It was inevitable that Friday's terrorist attack on Paris would send political shock waves around the world. There were already debates in Europe and the US about refugees and what to do about the Islamic State, and the hideous image of armed men and suicide bombers killing civilians in a Western capital has only made those arguments more urgent.
In the US, presidential candidates who were already in the habit of condemning IS and pledging to wipe it from the face of the earth found themselves having to ratchet things up, and on the GOP side politicians raced to out-hawk one another. Florida Senator Marco Rubio was emblematic of the rhetoric on display, launching a half-dozen Tweets calling for America to assist France in this time of need, and noting the importance of helping the country find "those who are accountable and help bring them to justice." He then released a video where he characterized the conflict between the West and IS as a "clash of civilizations," and said that the terrorists "hate us because of our values," a line the right has been repeating at least since 9/11.
On the Democratic side, frontrunner Hillary Clinton refused to declare war against "radical Islam" at the debate Saturday night, noting that to win any conflict against Islamist organizations the US would have to depend on Muslim allies in the Middle East and such inflammatory language would just make that harder. "We are not at war with Islam," Clinton said, though she emphasized that IS must be "defeated," not "contained."
Obviously all the potential 2016 nominees agree that IS should be destroyed, with only Bernie Sanders, on the left, and Rand Paul, on the right, opposing a no-fly zone over Syria that would represent an escalation of American involvement in the war. But some candidates were more fiery in their denunciations than others.
Lindsey Graham, the most hawkish Republican in the field (and one of the least popular), is now warning of another 9/11 and calling for "boots on the ground" in Syria and Iraq, a step no one else seems eager to take. Mike Huckabee, another long-shot GOP candidate, wants to close US borders, stop taking on refugees "from countries where there is strong presence of ISIS or Al-Qaeda," form a coalition with Russia and other countries to destroy the Islamic State, and revoke the Iran deal. (The last item on the list is a bit odd, since Iran is actually an enemy of IS.)
Donald Trump, for his part, echoed a sentiment he shared on Twitter in January, after the Charlie Hebdo attack, when he told a crowd at a rally in Beaumont, Texas, "When you look at Paris—you know the toughest gun laws in the world, Paris—nobody had guns but the bad guys. Nobody had guns. Nobody." He continued: "You can say what you want, but if they had guns, if our people had guns, if they were allowed to carry—" here the crowd erupted in applause— "it would've been a much, much different situation."

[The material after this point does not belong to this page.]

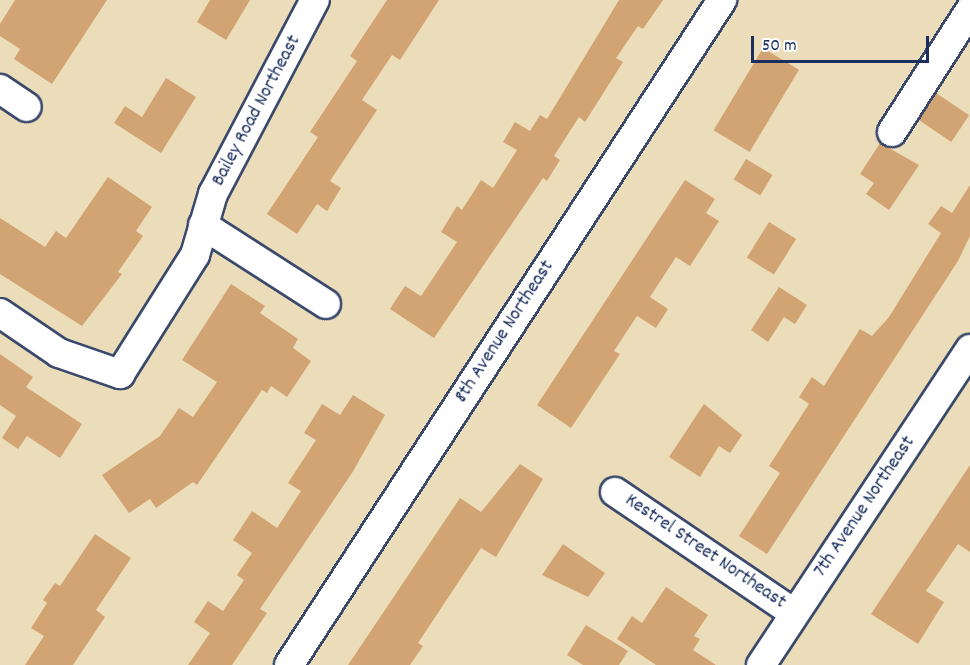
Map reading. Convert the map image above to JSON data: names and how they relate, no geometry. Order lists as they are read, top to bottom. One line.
{"streets":{"street":["Bailey Road Northeast","8th Avenue Northeast","7th Avenue Northeast","Kestrel Street Northeast"]},"crossings":[["7th Avenue Northeast","Kestrel Street Northeast"]],"scale_bar":"50 m"}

Ben Carson, the other "outsider" GOP candidate and the unlikely leader in the polls, attempted to follow everyone else's lead on Fox News Sunday—defeat IS, international coalition, etc.—but stumbled when asked who would be part of that coalition, apparently unable to name an Arab ally of the US. This is sure to appeal to his fans, who love him for his inexperience.
Texas Senator Ted Cruz brought it back to immigration: In a statement on his website he said, "We must make it crystal clear that affiliation with ISIS and related terrorist groups brings with it the undying enmity of America—that it is, in effect, signing your own death warrant." In other words, the US shouldn't be taking refugees from Syria—or, as Cruz clarified, at least not Muslim refugees. Jeb Bush echoed the call to only allow Christian refugees from the region into the country, a discriminatory policy that President Barack Obama slammed as "not American."
Rand Paul, the only GOP candidate supporting a non-interventionist foreign policy, is presumed to be more or less finished as a potential president: As the conversation turns toward escalation, his argument that America should avoid foreign entanglements seems likely to fall on deaf ears. Even the notably libertarian-ish Paul was warning the public about the supposed dangers of refugees over the weekend, however.
Out of everyone, the least eager to talk about the war against the Islamic State was democratic socialist and Clinton opponent Bernie Sanders. The Vermont senator went on the record as saying he'd be open to working with Russia and Iran to defeat IS, but during the Saturday night debate he was clearly trying to stay on-message despite the tragedy. "Together, leading the world, this country will rid our planet of this barbarous organization called ISIS," he said in his opening debate statement. Then he shifted gears: "I'm running for president, because as I go around this nation, I talk to a lot of people. And what I hear is people's concern that… we have is a rigged economy."